What the task requires: Reproduce, character for character, the lines below from the first through the one with "position:relative; width:855px; height:849px;". Leave pictures out.

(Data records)
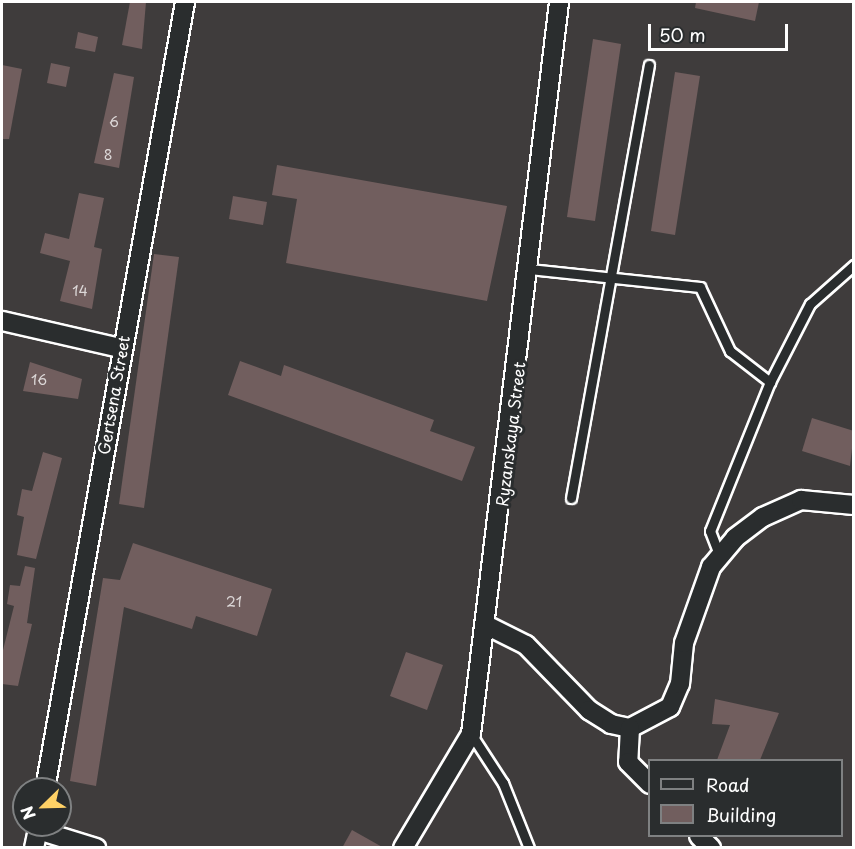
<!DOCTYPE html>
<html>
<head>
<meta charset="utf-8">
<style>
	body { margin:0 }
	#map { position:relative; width:855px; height:849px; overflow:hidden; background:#3f3c3c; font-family:"Playpen Sans",sans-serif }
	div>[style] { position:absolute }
	.building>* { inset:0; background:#715e5e }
	.roads { filter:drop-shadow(2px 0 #fff) drop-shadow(-2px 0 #fff) drop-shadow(0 2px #fff) drop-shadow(0 -2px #fff) }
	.lane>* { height:9px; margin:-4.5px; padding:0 4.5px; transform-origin:4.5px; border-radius:4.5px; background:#2a2d2e }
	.street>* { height:18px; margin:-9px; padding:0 9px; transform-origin:9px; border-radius:9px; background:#2a2d2e }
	span { translate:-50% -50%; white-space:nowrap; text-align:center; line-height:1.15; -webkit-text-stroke:6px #2a2d2e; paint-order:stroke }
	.number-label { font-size:14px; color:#dcd7d7 }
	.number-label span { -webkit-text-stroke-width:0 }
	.street-label { font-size:16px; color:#fff }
	.frame { position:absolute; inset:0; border:3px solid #fff; pointer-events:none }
	.legend { position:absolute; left:648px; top:759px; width:195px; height:78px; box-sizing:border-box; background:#2a2d2e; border:2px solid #7f8182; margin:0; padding:8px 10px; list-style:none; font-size:18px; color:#fff }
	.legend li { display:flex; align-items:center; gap:12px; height:30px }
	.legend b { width:30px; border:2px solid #7f8182 }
	.north { position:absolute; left:12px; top:777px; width:60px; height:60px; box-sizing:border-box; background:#2a2d2e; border:2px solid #7f8182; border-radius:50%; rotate:247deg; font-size:16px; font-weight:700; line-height:24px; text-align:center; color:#fff }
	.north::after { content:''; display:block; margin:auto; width:21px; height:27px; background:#ffd166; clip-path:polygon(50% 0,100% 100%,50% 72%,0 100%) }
	.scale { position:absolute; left:648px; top:24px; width:140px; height:27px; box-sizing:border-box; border:3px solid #fff; border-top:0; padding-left:8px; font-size:18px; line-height:21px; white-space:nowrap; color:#fff; -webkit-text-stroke:4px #2a2d2e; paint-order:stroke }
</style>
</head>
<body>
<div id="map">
	<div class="building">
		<i style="clip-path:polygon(130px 2px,146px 2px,142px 49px,122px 45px)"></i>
		<i style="clip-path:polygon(696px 2px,759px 2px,755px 21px,695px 8px)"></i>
		<i style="clip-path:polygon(78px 32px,98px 37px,95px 52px,75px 48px)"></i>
		<i style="clip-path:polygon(593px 39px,621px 44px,595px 221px,567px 217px)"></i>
		<i style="clip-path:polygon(51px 63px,70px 67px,66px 87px,47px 83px)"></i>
		<i style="clip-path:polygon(2px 65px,22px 69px,9px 139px,2px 139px)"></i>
		<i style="clip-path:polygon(675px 72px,700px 76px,675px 235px,651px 231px)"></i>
		<i style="clip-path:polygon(114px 73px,134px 77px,119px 168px,94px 163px)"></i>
		<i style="clip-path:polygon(277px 165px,507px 206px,487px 301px,286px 263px,297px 199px,272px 195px)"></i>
		<i style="clip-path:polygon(79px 193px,104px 198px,94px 247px,102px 249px,92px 309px,60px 301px,70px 261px,40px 253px,45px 233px,69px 239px)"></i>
		<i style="clip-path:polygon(233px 196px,267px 202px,263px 225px,229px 219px)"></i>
		<i style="clip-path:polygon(154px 254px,179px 257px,144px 508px,119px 504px)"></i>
		<i style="clip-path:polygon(240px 361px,281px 376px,284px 365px,434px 420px,430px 431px,475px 447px,462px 481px,228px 395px)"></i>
		<i style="clip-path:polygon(30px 362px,82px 379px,78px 399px,23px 391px)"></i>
		<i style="clip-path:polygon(812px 418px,854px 431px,850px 466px,802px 451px)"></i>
		<i style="clip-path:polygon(43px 452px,62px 458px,36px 559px,17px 555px,24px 517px,17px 515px,22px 489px,32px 491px)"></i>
		<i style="clip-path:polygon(133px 543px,272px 589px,257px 636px,196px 616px,192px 629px,124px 607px,96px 786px,70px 781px,103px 578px,120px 580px)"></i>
		<i style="clip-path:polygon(25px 566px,35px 568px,27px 623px,32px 624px,18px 686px,2px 684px,2px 654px,14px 606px,7px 604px,10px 585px,20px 586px)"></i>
		<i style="clip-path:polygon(406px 652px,443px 665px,427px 710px,390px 696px)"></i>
		<i style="clip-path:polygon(715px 699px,779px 713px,760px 760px,717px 760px,730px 725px,712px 724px)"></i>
		<i style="clip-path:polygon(352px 830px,384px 848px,342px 848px)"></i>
	</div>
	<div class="roads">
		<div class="lane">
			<i style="left:529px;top:269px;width:172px;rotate:6deg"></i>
			<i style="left:700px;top:287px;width:71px;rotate:64.9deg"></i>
			<i style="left:730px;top:351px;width:51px;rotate:37.8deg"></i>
			<i style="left:571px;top:498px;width:440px;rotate:-79.8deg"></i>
			<i style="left:720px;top:557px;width:28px;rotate:-111deg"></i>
			<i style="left:710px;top:531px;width:161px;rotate:-68.1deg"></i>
			<i style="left:770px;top:382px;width:88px;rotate:-62.9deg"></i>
			<i style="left:810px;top:304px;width:59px;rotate:-41.6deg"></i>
			<i style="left:471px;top:734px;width:59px;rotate:56.9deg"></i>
			<i style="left:503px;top:783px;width:70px;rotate:68.2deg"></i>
		</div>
		<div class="street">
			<i style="left:2px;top:321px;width:121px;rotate:12.9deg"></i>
			<i style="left:488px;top:626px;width:42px;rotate:26.6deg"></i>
			<i style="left:526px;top:645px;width:91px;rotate:45.9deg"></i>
			<i style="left:589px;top:710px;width:26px;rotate:32deg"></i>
			<i style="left:611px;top:724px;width:19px;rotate:12deg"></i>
			<i style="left:630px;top:728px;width:45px;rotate:-27.7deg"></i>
			<i style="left:670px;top:707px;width:25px;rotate:-67deg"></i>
			<i style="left:680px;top:684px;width:41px;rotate:-84.4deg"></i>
			<i style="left:684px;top:643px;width:81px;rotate:-70.4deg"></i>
			<i style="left:711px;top:567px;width:38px;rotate:-50deg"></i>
			<i style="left:735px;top:538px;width:35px;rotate:-37deg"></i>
			<i style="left:763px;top:517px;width:42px;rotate:-24.1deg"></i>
			<i style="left:801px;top:500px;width:53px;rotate:5.4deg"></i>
			<i style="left:630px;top:728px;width:34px;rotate:93deg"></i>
			<i style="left:628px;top:762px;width:31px;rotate:45deg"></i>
			<i style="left:45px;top:789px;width:799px;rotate:-79.91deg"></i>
			<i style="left:38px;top:830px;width:61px;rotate:17.2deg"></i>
			<i style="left:699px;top:836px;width:17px;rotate:45deg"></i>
			<i style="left:34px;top:848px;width:24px;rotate:-78deg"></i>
			<i style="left:403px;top:848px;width:133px;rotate:-59.2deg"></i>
			<i style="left:471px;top:734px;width:737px;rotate:-83.14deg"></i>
		</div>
	</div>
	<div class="number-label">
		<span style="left:114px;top:122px">6</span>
		<span style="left:108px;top:155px">8</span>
		<span style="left:80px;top:291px">14</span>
		<span style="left:39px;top:380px">16</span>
		<span style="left:234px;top:602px">21</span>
	</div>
	<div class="street-label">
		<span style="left:113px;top:395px;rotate:-80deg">Gertsena Street</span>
		<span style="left:510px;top:434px;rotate:-83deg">Ryzanskaya Street</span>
	</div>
	<div class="frame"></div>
	<ul class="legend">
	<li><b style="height:8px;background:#2a2d2e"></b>Road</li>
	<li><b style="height:16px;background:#715e5e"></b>Building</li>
	</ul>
	<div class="north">N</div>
	<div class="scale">50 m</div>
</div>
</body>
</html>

Solution to the exercise:
<!DOCTYPE html>
<html>
<head>
<meta charset="utf-8">
<style>
	body { margin:0 }
	#map { position:relative; width:855px; height:849px; overflow:hidden; background:#3f3c3c; font-family:"Playpen Sans",sans-serif }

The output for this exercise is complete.